On the heels of a Supreme Court ruling that banned discrimination based on sexual orientation or gender identity in the workplace, U.S. District Judge James E. Boasberg in Washington handed down his ruling late Wednesday in a hefty 101 pages.

“Specifically, there is ‘substantial evidence’ that HHS’s newly and explicitly incorporated religious exemption will cause patients to fear discrimination at the hands of religiously affiliated providers, once again ‘leaving little doubt as to causation,’” Boasberg wrote. 

Clinics and LGBT advocates brought the suit here in June, just days after the high court ruled in Bostock v. Clayton County, Georgia. They argued revisions by the Trump administration to Obama-era regulations prohibiting discrimination under the Affordable Care Act were unconstitutional. 

A federal judge in New York last month blocked the Trump administration from enforcing the 2020 final rule based on the recent Supreme Court ruling, but did not take up the issues raised in Washington federal court. 

The preliminary injunction granted Wednesday does not apply to the full 2020 rule. Instead, it blocks the elimination of “sex stereotyping” from the Obama-era rule’s definition of “discrimination on the basis of sex” and exemptions for religious organizations that plaintiffs argued will open the door to discrimination of LGBTQ patients. 

Backed by the American Association of Physicians for Human Rights, the clinics argue that any limitation on health care services to Americans — regardless of sexual orientation or gender identity — is a failure by the government in the midst of the coronavirus pandemic. 

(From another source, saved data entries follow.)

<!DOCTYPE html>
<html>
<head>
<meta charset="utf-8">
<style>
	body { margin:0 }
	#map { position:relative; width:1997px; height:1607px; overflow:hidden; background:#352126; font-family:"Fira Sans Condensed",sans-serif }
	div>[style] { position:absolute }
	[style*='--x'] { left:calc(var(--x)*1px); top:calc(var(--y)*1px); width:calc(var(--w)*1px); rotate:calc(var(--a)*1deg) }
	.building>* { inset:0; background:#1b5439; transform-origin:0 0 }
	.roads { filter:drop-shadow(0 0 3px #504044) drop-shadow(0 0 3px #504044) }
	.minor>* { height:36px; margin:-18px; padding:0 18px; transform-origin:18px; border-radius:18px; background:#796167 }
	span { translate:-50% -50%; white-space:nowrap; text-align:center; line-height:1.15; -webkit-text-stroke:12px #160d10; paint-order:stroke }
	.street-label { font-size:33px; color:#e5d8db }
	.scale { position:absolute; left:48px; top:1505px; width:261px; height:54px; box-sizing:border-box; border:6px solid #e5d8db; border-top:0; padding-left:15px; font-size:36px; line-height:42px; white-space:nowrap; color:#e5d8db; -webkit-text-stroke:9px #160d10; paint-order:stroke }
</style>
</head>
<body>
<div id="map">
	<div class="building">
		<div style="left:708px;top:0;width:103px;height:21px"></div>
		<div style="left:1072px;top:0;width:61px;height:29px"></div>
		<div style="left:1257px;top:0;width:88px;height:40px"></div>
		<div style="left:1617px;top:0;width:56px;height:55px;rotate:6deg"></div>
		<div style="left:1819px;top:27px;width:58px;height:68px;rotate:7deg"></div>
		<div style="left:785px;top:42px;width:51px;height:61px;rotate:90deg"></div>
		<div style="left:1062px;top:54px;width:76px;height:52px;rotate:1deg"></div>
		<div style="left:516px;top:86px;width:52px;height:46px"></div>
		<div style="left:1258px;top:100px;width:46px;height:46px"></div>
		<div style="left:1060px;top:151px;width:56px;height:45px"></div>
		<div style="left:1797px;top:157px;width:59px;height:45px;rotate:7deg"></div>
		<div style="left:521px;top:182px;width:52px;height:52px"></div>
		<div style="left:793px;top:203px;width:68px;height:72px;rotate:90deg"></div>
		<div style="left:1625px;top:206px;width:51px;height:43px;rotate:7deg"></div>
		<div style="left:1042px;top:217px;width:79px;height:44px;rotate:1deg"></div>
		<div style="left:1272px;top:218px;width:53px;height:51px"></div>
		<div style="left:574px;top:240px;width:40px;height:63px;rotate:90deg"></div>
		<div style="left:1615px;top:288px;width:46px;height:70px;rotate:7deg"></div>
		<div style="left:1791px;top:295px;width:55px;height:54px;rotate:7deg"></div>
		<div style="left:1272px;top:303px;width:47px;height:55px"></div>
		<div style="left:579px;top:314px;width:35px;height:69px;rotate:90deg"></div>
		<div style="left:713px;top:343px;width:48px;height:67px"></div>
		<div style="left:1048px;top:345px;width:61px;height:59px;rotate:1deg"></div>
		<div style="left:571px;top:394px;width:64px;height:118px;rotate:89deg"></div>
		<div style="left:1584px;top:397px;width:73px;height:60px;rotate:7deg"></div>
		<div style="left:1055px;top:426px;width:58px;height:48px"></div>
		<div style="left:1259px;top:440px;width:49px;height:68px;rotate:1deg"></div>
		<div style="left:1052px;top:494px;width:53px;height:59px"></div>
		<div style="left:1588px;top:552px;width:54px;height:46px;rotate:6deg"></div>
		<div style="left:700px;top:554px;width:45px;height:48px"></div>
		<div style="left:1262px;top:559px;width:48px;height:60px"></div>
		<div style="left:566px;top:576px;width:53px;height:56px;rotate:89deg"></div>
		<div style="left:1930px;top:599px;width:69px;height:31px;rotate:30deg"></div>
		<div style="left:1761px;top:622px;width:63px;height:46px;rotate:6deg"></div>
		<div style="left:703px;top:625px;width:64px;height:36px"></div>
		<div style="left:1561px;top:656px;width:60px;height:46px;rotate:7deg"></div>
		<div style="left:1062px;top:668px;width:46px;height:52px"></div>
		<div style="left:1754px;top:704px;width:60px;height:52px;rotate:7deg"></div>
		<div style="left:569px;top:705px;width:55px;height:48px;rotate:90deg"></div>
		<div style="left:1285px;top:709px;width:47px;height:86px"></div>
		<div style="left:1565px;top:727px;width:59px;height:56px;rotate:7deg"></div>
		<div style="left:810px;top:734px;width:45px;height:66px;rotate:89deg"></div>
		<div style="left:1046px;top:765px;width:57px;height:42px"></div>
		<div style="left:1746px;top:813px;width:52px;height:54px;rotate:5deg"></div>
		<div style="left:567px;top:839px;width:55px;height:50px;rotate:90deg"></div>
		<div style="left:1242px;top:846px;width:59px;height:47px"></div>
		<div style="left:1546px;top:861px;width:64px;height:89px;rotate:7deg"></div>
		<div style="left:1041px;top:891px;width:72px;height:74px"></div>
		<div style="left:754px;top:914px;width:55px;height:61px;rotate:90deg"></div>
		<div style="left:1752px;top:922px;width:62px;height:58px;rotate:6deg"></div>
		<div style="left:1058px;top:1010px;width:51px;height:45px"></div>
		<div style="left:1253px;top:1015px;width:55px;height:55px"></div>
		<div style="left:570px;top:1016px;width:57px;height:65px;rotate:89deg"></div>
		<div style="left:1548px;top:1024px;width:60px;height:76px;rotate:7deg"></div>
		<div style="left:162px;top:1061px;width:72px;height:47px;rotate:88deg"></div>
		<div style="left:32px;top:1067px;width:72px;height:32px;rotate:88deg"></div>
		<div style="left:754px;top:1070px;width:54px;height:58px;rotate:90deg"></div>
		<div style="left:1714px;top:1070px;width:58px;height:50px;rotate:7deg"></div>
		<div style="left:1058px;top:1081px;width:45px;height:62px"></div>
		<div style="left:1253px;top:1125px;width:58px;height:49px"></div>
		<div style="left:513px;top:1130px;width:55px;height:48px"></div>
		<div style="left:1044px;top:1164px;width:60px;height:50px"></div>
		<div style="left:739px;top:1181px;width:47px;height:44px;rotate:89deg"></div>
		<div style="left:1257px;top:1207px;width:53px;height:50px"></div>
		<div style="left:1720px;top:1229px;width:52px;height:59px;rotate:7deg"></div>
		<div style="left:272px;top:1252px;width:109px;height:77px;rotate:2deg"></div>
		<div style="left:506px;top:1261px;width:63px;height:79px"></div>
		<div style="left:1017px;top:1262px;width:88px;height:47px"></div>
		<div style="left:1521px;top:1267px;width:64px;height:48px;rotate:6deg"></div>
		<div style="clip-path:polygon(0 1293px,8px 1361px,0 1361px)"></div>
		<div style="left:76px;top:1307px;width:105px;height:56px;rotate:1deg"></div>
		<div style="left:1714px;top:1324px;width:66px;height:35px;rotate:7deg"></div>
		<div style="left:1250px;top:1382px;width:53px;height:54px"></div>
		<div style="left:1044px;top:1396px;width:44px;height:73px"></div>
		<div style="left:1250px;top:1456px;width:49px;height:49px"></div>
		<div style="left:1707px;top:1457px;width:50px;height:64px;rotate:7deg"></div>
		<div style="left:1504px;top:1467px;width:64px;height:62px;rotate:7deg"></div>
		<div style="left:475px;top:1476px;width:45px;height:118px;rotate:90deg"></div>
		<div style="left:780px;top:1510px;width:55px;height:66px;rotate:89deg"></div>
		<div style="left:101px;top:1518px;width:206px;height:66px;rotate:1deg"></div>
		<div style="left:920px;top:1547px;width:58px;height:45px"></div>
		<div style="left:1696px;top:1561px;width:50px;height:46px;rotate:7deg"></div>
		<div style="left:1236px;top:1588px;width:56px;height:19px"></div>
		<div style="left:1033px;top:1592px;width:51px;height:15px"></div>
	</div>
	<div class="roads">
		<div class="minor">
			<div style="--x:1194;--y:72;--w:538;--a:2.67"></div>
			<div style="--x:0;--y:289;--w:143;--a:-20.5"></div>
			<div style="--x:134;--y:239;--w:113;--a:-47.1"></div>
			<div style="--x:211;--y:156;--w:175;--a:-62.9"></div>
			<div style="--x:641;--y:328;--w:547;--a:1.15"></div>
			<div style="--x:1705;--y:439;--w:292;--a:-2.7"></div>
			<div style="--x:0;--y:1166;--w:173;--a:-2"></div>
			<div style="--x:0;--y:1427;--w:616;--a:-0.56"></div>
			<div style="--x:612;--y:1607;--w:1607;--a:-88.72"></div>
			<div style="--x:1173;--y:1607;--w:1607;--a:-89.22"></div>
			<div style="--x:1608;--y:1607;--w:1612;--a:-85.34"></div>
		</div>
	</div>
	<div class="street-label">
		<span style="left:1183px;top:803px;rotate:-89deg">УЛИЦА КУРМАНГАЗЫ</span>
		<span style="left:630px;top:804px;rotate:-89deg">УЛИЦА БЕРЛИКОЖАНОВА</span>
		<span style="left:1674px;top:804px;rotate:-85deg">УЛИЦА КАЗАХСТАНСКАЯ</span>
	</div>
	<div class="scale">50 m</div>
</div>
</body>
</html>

The assertion landed favorably with Boasberg, who was appointed by President Barack Obama. 

“The Covid-19 pandemic only reinforces the importance of that public interest and the concomitant need to ensure the availability and provision of care on a nondiscriminatory basis,” the judge wrote. 

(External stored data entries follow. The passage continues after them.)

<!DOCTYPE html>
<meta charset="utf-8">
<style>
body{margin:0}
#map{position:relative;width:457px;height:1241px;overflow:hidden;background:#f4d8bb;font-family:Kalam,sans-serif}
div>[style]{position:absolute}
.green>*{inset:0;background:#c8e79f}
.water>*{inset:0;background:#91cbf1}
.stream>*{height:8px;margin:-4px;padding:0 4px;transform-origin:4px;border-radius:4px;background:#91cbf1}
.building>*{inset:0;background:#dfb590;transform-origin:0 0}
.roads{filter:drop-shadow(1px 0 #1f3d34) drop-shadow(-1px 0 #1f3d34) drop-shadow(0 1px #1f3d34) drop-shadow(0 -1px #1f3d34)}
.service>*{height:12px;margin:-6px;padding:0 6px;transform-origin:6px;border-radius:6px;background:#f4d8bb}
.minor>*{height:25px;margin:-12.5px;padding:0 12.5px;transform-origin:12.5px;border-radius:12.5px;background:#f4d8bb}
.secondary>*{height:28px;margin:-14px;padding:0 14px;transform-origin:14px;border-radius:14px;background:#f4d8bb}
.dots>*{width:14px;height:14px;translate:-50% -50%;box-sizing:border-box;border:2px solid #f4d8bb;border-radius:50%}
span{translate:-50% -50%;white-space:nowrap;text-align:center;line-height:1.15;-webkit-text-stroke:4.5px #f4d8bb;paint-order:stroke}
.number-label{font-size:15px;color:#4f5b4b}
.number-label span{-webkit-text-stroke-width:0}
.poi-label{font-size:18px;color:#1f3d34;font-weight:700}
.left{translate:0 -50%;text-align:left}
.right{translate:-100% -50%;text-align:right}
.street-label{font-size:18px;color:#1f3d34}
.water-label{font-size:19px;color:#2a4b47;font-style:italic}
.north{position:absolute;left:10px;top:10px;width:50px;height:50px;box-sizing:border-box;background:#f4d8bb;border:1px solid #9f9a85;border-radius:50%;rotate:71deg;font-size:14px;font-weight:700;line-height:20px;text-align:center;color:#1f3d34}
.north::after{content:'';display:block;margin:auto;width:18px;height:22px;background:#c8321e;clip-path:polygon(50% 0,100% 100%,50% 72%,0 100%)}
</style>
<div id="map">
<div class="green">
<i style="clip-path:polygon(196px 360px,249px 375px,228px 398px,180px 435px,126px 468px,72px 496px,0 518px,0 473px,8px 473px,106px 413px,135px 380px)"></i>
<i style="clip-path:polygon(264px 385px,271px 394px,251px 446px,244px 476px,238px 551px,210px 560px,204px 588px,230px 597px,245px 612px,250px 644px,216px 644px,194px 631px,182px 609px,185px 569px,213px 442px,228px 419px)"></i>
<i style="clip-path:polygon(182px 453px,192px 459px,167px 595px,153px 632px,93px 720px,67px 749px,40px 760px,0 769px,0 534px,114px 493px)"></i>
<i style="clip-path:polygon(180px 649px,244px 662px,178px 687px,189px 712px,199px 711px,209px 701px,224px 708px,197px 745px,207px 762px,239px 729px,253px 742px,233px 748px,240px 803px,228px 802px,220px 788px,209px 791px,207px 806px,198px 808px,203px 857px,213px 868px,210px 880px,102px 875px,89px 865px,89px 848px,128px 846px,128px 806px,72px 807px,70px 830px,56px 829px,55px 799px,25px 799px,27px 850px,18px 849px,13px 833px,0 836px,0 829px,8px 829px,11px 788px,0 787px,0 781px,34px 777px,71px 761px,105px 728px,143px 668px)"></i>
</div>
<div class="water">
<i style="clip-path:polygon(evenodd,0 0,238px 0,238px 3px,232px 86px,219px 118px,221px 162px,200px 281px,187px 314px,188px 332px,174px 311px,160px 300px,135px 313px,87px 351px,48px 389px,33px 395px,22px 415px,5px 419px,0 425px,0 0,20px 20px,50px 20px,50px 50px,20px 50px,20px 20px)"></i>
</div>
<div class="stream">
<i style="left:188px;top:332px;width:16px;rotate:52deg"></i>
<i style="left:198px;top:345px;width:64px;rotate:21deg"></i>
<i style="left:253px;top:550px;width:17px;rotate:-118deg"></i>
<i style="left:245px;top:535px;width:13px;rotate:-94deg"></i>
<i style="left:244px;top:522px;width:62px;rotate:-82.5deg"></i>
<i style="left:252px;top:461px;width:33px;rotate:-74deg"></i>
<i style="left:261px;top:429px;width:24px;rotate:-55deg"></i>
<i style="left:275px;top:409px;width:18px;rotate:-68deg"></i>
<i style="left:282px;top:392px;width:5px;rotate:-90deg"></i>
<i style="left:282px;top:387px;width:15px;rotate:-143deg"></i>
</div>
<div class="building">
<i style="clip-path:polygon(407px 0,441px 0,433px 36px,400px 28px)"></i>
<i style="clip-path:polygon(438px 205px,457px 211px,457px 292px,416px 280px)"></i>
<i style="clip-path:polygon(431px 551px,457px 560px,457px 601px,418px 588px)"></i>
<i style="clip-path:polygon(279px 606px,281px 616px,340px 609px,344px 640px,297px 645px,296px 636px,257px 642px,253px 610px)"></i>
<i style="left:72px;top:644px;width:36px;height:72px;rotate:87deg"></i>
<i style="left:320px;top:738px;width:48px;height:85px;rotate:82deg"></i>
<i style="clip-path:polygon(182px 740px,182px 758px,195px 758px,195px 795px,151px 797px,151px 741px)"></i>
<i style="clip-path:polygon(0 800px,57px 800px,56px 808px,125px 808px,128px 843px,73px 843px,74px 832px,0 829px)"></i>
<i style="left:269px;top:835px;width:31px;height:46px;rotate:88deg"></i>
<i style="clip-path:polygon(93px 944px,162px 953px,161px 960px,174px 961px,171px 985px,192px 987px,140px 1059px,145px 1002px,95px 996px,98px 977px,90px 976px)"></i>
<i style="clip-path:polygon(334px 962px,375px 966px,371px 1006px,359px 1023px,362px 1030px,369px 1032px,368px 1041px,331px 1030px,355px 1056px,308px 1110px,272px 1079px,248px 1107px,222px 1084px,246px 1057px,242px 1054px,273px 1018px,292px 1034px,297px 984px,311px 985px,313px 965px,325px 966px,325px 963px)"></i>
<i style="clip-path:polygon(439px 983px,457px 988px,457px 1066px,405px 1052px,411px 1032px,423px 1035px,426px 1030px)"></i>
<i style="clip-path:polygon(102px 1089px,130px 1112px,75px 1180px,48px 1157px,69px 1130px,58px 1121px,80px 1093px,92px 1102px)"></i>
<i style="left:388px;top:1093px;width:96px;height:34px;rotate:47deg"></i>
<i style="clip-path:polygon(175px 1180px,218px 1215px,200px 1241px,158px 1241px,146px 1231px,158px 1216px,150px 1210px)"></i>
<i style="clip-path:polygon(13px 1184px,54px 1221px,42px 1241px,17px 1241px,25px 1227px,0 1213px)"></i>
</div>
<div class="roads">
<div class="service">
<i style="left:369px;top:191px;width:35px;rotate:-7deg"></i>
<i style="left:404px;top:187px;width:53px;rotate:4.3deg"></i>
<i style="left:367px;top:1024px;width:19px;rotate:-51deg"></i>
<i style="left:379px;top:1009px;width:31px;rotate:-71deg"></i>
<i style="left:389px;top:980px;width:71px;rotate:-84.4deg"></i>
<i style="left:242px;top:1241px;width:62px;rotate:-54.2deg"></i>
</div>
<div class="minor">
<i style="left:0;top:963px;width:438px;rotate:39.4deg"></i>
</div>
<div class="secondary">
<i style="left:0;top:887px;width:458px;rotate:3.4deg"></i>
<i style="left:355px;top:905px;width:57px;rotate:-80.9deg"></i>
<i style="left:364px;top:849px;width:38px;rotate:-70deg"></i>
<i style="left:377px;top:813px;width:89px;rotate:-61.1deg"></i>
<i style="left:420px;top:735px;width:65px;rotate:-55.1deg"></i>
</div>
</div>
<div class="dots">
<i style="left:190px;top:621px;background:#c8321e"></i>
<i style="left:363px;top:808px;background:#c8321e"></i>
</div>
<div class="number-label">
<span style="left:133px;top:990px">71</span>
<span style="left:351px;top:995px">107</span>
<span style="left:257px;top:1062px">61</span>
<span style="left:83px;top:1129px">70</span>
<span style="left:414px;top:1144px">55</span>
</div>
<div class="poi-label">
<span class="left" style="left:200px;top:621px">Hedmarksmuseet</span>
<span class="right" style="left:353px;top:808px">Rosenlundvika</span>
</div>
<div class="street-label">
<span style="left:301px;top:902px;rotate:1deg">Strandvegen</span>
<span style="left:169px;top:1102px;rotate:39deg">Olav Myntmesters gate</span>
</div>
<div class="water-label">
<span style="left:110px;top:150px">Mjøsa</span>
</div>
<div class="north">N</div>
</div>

The clinics, along with a cohort of individual physicians and LGBTQ-services organizations, argued that Trump’s revised rule is “fatally flawed,” and forces them to provide costlier and more involved treatment because patients are not fully transparent with external providers about their medical history. 

Whitman-Walker Clinic, a nonprofit community health center in Washington and the lead plaintiff in the case, warned that LGBTQ patients will attempt to hide their gender and sexual identities to avoid discrimination when seeking medical services, or even delay necessary care and preventative screenings. 

“The consequences for the health-provider Plaintiffs are evident: a patient pool with conditions that are increasingly advanced at diagnosis and less responsive to treatment, thus requiring the organizations to expend resources on costlier and more challenging care, especially when administered in cases of emergency,” Boasberg wrote.

Though the Justice Department called any claims of discrimination “unduly speculative,” the judge concluded that the genuine fear of discrimination is enough to merit injunctive relief. 

“Far from resting on ‘mere speculation about the decisions of third parties’ — viz., LGBTQ patients — therefore, Plaintiffs’ theory ‘relies instead on the predictable effect of Government action’ on such decisions,” Boasberg wrote. 

The LGBTQ clinics will need to cross a higher threshold in the months ahead to convince the judge to permanently overturn the 2020 rule in his final decision. 

Representatives for the Office of Civil Rights at the Department of Health and Human Services did not provide comment as of press time. 

The Lambda Legal Defense and Education Fund, representing the clinics, praised the decision by Boasberg to put an immediate stop to what it said was the Trump administration seeking to carve out LGBTQ people and other vulnerable populations from the ACA’s protections. 

“This administration’s health care discrimination rule is just another example of its disdain for LGBTQ lives and the law,” Omar Gonzalez-Pagan, a Lambda Legal attorney on the case, said in a statement. “The rule is unlawful and endangers people’s lives, plain and simple.”